::: Available data :::
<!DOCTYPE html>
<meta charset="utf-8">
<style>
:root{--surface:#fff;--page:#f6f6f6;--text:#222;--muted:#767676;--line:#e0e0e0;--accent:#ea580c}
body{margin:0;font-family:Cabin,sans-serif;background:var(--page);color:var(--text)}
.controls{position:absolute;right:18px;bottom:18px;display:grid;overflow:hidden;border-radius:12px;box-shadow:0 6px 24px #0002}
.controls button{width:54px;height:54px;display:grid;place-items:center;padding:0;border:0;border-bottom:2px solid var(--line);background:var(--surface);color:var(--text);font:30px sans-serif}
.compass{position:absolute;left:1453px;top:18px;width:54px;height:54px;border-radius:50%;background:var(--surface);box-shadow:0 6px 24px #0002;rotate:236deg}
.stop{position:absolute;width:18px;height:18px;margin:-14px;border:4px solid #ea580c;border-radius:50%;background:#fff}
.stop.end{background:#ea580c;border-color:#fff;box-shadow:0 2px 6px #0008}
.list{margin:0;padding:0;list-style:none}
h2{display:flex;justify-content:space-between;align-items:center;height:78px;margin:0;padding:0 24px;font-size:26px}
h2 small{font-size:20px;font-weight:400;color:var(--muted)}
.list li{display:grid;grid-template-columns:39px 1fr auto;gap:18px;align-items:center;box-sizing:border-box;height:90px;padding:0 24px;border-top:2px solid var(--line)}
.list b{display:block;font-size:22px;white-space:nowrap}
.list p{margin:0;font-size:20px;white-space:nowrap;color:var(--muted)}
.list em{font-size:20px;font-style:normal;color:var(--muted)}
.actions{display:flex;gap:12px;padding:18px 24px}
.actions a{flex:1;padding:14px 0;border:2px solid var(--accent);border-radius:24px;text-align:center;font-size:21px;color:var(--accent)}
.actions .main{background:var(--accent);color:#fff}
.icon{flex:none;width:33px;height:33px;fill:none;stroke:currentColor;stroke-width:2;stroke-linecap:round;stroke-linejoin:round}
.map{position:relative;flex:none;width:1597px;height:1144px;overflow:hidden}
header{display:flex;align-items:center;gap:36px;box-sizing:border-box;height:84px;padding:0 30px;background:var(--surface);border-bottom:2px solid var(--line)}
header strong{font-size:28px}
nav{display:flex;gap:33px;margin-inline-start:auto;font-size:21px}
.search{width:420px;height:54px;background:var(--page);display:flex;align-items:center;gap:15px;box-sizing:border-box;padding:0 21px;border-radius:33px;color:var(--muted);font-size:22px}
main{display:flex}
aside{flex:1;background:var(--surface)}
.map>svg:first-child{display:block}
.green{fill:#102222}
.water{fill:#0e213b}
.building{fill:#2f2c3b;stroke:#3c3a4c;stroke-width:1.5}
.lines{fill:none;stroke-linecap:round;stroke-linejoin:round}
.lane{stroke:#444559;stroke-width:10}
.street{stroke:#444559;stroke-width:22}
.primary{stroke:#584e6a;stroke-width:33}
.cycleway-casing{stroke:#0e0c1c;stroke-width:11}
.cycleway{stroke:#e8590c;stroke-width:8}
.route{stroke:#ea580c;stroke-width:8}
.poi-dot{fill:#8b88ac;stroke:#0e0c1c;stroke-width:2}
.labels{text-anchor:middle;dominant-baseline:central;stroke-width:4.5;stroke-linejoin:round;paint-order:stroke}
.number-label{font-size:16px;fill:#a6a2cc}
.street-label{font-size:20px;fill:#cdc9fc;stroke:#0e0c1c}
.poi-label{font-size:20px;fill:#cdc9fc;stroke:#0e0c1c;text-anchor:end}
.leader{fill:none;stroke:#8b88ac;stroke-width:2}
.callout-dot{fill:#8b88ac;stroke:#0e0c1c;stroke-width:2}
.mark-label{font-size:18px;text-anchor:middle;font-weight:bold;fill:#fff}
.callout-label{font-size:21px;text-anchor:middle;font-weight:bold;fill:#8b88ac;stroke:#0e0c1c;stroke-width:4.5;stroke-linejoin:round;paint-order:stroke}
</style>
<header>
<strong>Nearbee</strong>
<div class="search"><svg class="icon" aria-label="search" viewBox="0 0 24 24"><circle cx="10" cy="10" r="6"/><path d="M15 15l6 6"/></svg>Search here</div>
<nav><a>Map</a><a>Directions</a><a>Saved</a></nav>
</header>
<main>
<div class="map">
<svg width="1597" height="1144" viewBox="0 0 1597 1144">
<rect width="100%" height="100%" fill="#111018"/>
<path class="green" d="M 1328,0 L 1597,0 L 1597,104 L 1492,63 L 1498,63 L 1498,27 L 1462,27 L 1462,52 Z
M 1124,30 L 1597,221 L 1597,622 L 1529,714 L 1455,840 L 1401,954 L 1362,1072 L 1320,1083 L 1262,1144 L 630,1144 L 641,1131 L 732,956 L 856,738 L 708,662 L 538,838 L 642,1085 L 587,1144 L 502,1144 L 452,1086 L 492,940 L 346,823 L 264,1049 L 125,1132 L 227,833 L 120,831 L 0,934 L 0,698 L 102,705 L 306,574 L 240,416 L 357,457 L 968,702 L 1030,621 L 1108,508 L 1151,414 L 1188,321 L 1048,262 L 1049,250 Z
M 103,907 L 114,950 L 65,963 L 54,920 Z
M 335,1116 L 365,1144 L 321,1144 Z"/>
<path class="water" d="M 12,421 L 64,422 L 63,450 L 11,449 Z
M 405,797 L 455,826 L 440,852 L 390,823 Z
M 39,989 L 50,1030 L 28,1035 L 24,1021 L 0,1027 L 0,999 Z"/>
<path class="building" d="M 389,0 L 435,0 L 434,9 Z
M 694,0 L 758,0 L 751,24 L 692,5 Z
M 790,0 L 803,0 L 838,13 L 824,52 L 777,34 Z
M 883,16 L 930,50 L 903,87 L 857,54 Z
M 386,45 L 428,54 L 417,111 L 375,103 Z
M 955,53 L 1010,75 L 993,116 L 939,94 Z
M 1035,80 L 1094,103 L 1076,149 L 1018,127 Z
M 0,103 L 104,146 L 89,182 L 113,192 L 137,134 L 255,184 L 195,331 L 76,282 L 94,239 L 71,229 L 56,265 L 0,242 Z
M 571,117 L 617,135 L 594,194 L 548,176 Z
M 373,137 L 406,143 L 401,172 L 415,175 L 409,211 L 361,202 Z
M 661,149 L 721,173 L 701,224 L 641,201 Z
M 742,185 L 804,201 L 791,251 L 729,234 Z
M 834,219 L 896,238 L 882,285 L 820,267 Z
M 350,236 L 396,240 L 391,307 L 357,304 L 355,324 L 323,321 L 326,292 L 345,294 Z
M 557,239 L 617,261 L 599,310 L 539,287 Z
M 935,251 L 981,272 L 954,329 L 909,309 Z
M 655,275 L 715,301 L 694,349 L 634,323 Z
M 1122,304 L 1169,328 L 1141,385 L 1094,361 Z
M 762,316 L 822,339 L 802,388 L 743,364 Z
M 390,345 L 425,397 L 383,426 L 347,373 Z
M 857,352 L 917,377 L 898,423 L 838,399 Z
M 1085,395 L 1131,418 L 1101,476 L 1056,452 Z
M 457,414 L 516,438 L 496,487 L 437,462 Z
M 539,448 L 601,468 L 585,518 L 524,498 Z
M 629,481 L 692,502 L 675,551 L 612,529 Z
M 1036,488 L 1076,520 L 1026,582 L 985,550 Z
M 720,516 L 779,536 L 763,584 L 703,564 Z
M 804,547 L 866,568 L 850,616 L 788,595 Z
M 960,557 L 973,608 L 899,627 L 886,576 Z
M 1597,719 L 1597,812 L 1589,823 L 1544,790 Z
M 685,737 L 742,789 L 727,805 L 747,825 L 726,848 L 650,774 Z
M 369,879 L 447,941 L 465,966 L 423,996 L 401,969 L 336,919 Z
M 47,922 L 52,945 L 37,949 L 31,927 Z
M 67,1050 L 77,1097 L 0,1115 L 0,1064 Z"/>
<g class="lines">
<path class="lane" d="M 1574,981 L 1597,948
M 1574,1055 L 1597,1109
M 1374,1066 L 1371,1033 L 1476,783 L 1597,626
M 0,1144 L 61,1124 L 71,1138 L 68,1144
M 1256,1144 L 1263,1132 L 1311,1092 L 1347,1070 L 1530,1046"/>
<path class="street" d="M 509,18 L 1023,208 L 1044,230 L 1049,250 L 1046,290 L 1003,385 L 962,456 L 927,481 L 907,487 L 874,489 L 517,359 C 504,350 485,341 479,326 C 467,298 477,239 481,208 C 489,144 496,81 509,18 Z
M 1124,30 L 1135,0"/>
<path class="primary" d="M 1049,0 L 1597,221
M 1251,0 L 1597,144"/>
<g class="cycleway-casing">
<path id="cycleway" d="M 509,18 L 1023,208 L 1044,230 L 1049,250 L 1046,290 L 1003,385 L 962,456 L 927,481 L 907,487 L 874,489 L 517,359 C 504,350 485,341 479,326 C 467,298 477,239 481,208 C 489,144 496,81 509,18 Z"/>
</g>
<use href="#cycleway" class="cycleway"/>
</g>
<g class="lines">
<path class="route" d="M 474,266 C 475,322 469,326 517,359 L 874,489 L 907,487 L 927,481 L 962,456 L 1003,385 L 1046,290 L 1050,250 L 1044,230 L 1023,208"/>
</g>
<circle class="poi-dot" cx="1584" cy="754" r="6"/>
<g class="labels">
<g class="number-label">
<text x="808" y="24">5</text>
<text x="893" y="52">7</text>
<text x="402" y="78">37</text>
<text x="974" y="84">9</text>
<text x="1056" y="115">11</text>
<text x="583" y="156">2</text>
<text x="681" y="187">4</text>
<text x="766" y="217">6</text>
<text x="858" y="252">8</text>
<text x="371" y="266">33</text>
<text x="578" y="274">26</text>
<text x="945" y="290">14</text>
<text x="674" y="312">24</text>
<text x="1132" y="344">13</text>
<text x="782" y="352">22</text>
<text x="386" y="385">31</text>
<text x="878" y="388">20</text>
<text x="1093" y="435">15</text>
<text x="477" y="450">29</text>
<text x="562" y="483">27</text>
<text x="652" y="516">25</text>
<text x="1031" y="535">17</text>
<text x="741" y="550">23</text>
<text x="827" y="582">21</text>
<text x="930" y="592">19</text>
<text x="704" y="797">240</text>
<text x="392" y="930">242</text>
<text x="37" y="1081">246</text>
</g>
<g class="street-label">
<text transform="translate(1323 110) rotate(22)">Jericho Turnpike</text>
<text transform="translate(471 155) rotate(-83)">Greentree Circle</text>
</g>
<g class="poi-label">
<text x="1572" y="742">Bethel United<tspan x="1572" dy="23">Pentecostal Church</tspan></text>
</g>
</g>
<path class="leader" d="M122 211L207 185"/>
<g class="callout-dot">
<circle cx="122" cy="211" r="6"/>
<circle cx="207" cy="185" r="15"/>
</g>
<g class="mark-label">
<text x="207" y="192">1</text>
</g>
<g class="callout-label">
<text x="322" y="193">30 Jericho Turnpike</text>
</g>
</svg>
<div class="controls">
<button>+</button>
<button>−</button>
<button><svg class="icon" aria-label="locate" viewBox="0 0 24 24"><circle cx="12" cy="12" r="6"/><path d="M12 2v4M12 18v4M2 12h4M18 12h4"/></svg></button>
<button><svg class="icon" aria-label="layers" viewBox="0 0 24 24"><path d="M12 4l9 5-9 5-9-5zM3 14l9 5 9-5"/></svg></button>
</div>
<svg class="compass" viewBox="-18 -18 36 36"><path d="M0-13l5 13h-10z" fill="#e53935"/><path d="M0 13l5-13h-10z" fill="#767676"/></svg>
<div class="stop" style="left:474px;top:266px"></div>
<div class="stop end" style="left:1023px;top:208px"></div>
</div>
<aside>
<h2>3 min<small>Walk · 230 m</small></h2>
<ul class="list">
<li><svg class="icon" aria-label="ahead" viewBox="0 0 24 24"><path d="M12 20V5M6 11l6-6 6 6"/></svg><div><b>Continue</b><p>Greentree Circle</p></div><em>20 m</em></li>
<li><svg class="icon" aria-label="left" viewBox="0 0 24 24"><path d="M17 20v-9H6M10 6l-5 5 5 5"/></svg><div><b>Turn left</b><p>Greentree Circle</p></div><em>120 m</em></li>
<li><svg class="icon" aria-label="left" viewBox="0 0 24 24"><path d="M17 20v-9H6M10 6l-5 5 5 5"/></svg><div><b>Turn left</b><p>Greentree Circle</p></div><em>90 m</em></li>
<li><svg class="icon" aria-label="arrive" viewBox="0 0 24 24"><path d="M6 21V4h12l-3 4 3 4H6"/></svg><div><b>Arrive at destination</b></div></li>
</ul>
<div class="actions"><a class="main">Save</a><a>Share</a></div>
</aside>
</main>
:::
## Work to complete
Out of the records, collect only those lines that contain the string "list".

## Output of the task
.list{margin:0;padding:0;list-style:none}
.list li{display:grid;grid-template-columns:39px 1fr auto;gap:18px;align-items:center;box-sizing:border-box;height:90px;padding:0 24px;border-top:2px solid var(--line)}
.list b{display:block;font-size:22px;white-space:nowrap}
.list p{margin:0;font-size:20px;white-space:nowrap;color:var(--muted)}
.list em{font-size:20px;font-style:normal;color:var(--muted)}
<ul class="list">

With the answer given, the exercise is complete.